🤖 AI Summary
This work addresses the high computational complexity of motion vector search in the Intra Pattern Copy (IPC) tool of the JPEG XS standard, which poses significant challenges for efficient hardware deployment. To overcome this, the authors propose a dedicated pipelined FPGA architecture tailored to the IPC search process, leveraging data reuse characteristics to optimize memory organization. This optimization substantially reduces both computational overhead and power consumption. Implemented on a Xilinx FPGA, the design achieves a throughput of 38.3 megapixels per second while consuming only 277 mW, demonstrating its hardware feasibility and providing a solid foundation for future ASIC implementations.
📝 Abstract
Recently, progress has been made on the Intra Pattern Copy (IPC) tool for JPEG XS, an image compression standard designed for low-latency and low-complexity coding.

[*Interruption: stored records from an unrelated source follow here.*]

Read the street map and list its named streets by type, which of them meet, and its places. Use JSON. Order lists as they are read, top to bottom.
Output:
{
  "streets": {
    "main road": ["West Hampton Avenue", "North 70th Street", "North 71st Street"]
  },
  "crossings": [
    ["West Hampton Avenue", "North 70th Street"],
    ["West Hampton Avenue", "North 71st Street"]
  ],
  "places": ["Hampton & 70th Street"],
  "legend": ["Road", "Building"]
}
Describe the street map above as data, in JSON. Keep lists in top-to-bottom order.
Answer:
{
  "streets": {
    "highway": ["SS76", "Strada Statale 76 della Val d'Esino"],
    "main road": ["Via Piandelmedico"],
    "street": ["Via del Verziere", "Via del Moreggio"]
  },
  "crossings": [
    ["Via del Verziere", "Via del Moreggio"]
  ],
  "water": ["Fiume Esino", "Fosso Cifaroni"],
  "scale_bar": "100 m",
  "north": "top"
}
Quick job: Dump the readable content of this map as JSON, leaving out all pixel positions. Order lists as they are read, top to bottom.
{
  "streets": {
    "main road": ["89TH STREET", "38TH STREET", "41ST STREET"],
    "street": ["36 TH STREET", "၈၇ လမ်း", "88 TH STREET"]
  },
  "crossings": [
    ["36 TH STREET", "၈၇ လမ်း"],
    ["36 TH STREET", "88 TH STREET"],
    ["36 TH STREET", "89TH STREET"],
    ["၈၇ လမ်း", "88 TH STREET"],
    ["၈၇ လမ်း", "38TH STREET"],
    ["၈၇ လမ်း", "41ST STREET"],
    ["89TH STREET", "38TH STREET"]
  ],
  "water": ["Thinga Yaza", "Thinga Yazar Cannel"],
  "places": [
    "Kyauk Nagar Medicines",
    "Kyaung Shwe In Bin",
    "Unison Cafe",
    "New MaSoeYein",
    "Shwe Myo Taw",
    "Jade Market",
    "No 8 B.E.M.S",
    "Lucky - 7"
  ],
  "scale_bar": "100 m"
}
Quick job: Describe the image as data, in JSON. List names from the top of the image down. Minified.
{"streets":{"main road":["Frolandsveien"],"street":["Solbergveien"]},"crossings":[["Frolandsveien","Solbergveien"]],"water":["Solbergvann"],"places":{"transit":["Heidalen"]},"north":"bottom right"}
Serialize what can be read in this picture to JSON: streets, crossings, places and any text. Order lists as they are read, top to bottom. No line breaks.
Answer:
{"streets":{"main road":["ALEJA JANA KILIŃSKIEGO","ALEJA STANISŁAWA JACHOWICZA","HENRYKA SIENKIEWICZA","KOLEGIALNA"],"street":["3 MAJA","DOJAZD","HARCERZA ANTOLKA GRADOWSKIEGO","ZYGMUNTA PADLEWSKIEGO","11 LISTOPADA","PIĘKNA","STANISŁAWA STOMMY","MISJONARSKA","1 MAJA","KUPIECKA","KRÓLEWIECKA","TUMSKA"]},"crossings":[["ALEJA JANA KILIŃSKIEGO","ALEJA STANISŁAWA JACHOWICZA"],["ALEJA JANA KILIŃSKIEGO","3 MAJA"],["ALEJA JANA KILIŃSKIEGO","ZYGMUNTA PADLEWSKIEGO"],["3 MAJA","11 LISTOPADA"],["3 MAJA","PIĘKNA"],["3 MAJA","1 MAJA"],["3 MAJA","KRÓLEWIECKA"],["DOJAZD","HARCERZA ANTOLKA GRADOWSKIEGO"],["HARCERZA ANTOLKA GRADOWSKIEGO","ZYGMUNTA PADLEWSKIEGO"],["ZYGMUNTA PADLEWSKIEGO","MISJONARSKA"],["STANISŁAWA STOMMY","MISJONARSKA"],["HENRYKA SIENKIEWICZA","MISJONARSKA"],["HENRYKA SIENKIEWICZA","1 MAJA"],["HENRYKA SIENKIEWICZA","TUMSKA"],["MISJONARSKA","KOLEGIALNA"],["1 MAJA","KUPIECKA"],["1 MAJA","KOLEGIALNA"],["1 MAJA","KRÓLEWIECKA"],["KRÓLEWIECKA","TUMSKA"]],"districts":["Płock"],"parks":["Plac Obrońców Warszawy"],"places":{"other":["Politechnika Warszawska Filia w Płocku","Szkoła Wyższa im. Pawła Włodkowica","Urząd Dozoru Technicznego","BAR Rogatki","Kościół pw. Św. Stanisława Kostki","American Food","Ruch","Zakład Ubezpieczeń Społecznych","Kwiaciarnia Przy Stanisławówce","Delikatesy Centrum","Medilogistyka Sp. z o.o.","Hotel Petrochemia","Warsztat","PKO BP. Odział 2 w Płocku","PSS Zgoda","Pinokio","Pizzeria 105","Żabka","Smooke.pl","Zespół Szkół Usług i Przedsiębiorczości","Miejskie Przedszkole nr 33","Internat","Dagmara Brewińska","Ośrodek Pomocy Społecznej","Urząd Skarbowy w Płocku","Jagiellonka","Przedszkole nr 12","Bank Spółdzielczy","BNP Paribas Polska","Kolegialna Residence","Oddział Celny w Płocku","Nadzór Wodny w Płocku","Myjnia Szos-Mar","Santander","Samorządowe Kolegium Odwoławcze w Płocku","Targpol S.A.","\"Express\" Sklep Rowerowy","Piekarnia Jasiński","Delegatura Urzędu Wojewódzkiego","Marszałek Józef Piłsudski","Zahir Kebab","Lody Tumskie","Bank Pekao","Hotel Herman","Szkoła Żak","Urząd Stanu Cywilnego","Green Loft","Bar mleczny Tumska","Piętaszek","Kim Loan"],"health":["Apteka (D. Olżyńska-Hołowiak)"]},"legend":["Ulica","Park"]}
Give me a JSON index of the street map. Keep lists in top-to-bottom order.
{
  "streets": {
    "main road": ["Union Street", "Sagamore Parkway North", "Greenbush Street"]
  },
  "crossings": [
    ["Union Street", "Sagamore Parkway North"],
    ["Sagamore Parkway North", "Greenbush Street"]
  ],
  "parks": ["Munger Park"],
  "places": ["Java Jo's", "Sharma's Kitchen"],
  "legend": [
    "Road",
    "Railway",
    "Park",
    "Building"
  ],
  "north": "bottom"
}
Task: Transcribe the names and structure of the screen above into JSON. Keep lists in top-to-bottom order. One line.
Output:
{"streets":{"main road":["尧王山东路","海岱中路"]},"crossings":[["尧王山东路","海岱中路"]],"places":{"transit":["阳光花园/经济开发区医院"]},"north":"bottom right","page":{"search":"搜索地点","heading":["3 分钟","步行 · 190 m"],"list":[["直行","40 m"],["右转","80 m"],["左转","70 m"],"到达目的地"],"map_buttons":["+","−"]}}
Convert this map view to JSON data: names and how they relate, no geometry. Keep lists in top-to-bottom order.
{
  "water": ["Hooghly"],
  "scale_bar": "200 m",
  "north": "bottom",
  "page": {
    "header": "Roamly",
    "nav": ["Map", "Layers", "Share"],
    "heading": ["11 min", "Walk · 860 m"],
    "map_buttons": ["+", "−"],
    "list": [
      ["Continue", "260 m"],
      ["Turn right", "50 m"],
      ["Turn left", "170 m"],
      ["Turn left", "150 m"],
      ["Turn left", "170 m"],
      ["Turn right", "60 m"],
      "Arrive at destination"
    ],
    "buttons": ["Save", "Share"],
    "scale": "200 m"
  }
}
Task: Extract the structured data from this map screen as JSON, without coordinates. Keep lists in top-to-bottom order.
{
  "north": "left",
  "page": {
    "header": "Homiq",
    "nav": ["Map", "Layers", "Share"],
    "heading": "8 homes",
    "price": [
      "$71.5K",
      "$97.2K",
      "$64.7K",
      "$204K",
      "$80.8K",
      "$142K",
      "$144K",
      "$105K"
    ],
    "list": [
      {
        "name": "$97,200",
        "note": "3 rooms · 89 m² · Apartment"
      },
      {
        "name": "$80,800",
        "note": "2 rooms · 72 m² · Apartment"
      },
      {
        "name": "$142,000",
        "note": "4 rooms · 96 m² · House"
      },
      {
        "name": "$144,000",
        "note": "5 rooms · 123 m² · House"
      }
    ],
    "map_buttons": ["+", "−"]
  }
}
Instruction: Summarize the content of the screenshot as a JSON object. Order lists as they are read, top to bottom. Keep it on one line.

IPC performs wavelet-domain intra compensation predictions to reduce spatial redundancy in screen content. A key module of IPC is the displacement vector (DV) search, which aims to solve the optimal prediction reference offset. However, the DV search process is computationally intensive, posing challenges for practical hardware deployment. In this paper, we propose an efficient pipelined FPGA architecture design for the DV search module to promote the practical deployment of IPC. Optimized memory organization, which leverages the IPC computational characteristics and data inherent reuse patterns, is further introduced to enhance the performance. Experimental results show that our proposed architecture achieves a throughput of 38.3 Mpixels/s with a power consumption of 277 mW, demonstrating its feasibility for practical hardware implementation in IPC and other predictive coding tools, and providing a promising foundation for ASIC deployment.